Let’s clear this up first: Did you or did you not buy the cat to match the rug? It may have crossed our minds when we saw her in rescue. [Laughs] I tried to talk Thomas out of getting her, but he was desperate for a flat-faced cat.
Your apartment is small but comfortable. Do you feel at home here? I totally love it here, because I’m surrounded by shit that I love. It’s eclectic and weird, and there are little things you can focus on even though it’s small. It brings me immense comfort.
How did you go about designing the place? I don’t think there was any design that went into this place at all. As you accumulate, you move things around to fit.
But the two chairs at the dining table, for instance, are bold and bright, like your artwork. Surely some thought went into that. Definitely. I’m just drawn to that kind of stuff. Whenever I see some ridiculous, brightly colored thing, it’s like a cat to a laser beam—and off I go toward it.
Perhaps the colors soothe you. I think they do. For some people, they’re just too aggressive. For me, they bring happiness; maybe that’s part of the appeal. They’re kind of gross colors—they’re quite lurid—but you get to a point where you understand which kinds of gross colors work. Pink and orange can be a pretty hideous combination, but in my artwork, especially, there are ways to make it work, through proportion—small pink and big orange, for example—or mixing patterns, which unites them.

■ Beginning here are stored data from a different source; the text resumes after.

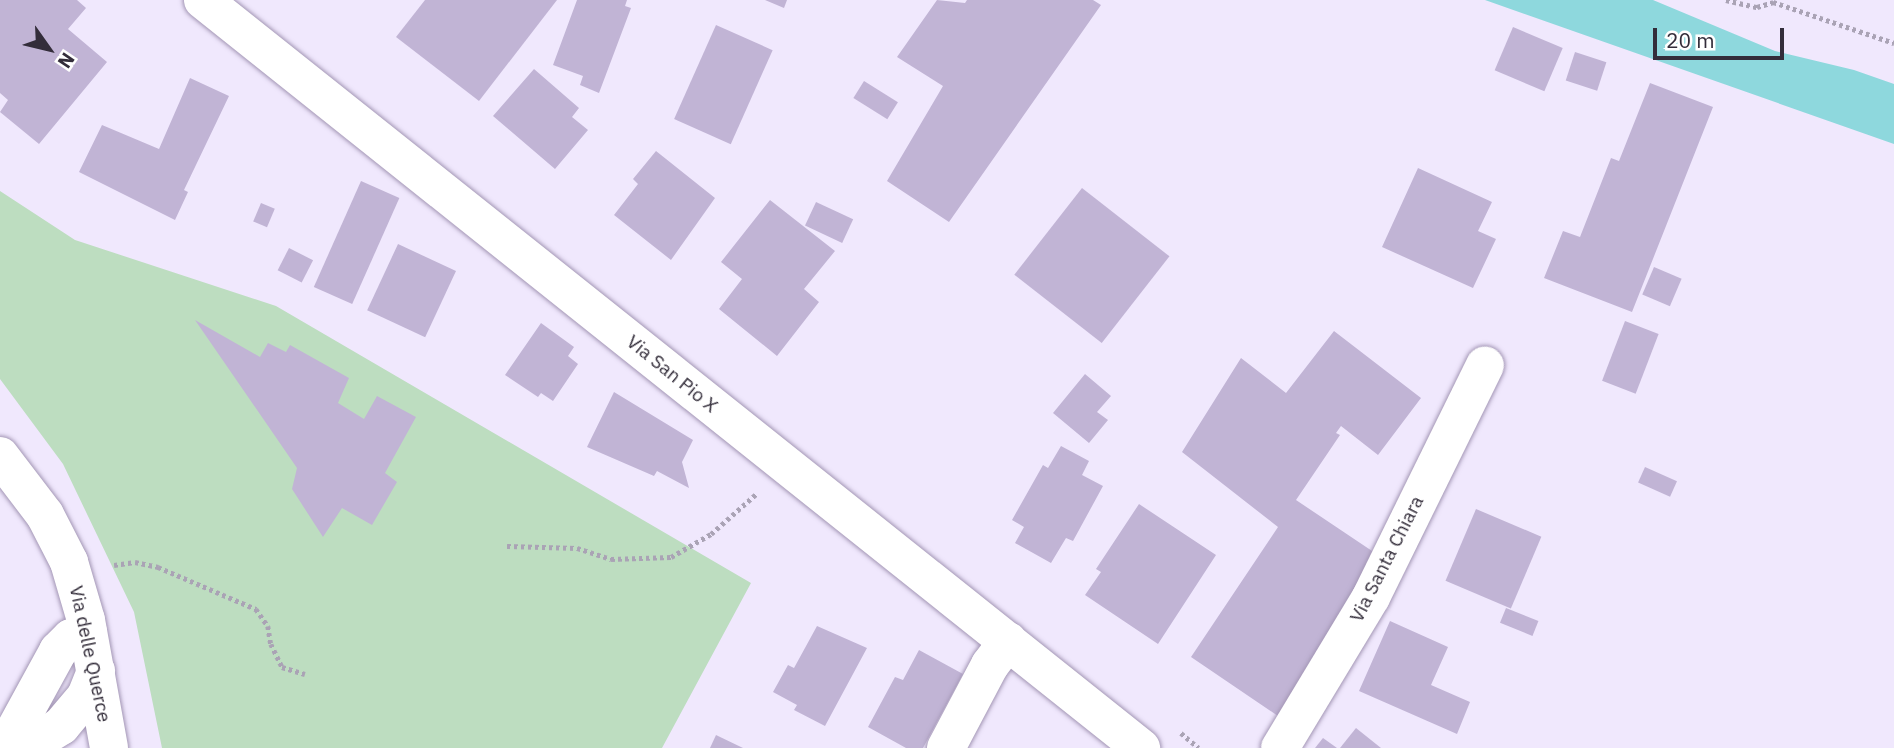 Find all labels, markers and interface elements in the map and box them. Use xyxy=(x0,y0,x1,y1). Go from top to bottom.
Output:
north arrow xyxy=(14,14,84,84)
scale bar xyxy=(1656,14,1787,58)
text: 20 m xyxy=(1666,26,1715,54)
text: N xyxy=(53,48,80,73)
street label: Via San Pio X xyxy=(622,330,722,418)
street label: Via Santa Chiara xyxy=(1345,492,1429,626)
street label: Via delle Querce xyxy=(64,584,116,724)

So that’s how you go about making your portraits? The idea of the portraits is breaking people down and focusing on each element. Yes, you see it as a face, but then you start noticing the bags under the eyes, the weird area between the eyebrows and the eyes, the bald patch in the beard under the bottom lip that hair just generally doesn’t grow in. They’re just weird things you wouldn’t notice, accentuated with patterns.
One of the patterns in the portrait on your wall looks like the Scottish flag. Was that done on purpose? No, but I am influenced by flags—marine flags, national flags—which is a weird thing to say. They’re super graphic—a red line next to a yellow line, for instance. It’s kind of reflected in my work.
How do you feel about the Union Jack, which is featured in the flag of your homeland? It’s a little too fussy for my liking. The French flag is perfect—three vertical, different-colored stripes. You couldn’t ask for more. The American flag is also amazing—patterns and colors.
There are so many interesting works of art on your walls, from Olaf Breuning to David Benjamin Sherry to Oscar Carlson. How did you accumulate all of them? I collect a little bit, but there’s no plan. If I see a piece that I like or if I’ve watched a piece I like for a while and there’s an opportunity to get it, then I usually jump in. There’s no theme, there’s no schedule—just whatever happens. Or I exchange work with other artist friends.
Do you often look at the artwork, or are you kind of over it by now? For sure we look at it. We rotate it a bit so we have different things to see as well. I have some stuff at my studio, too, which sometimes comes here.
You’ve done your fair share of murals. Would you ever consider painting one in your apartment? That’s crossed my mind, but I think it would just drive me crazy. It would look fantastic for two months, and then a couple months later, I’d want to change it. I’ve even found myself revisiting artwork I do and changing it and changing it and changing it and changing it just because I get bored.
What kind of mural are you imagining? I’ve had this conversation with Karl. We’re working on a big mural now. It may not get approved, but ultimately I would like to put the equivalent of a French flag—three stripes—on the wall. Just reduce it to its most simplistic forms.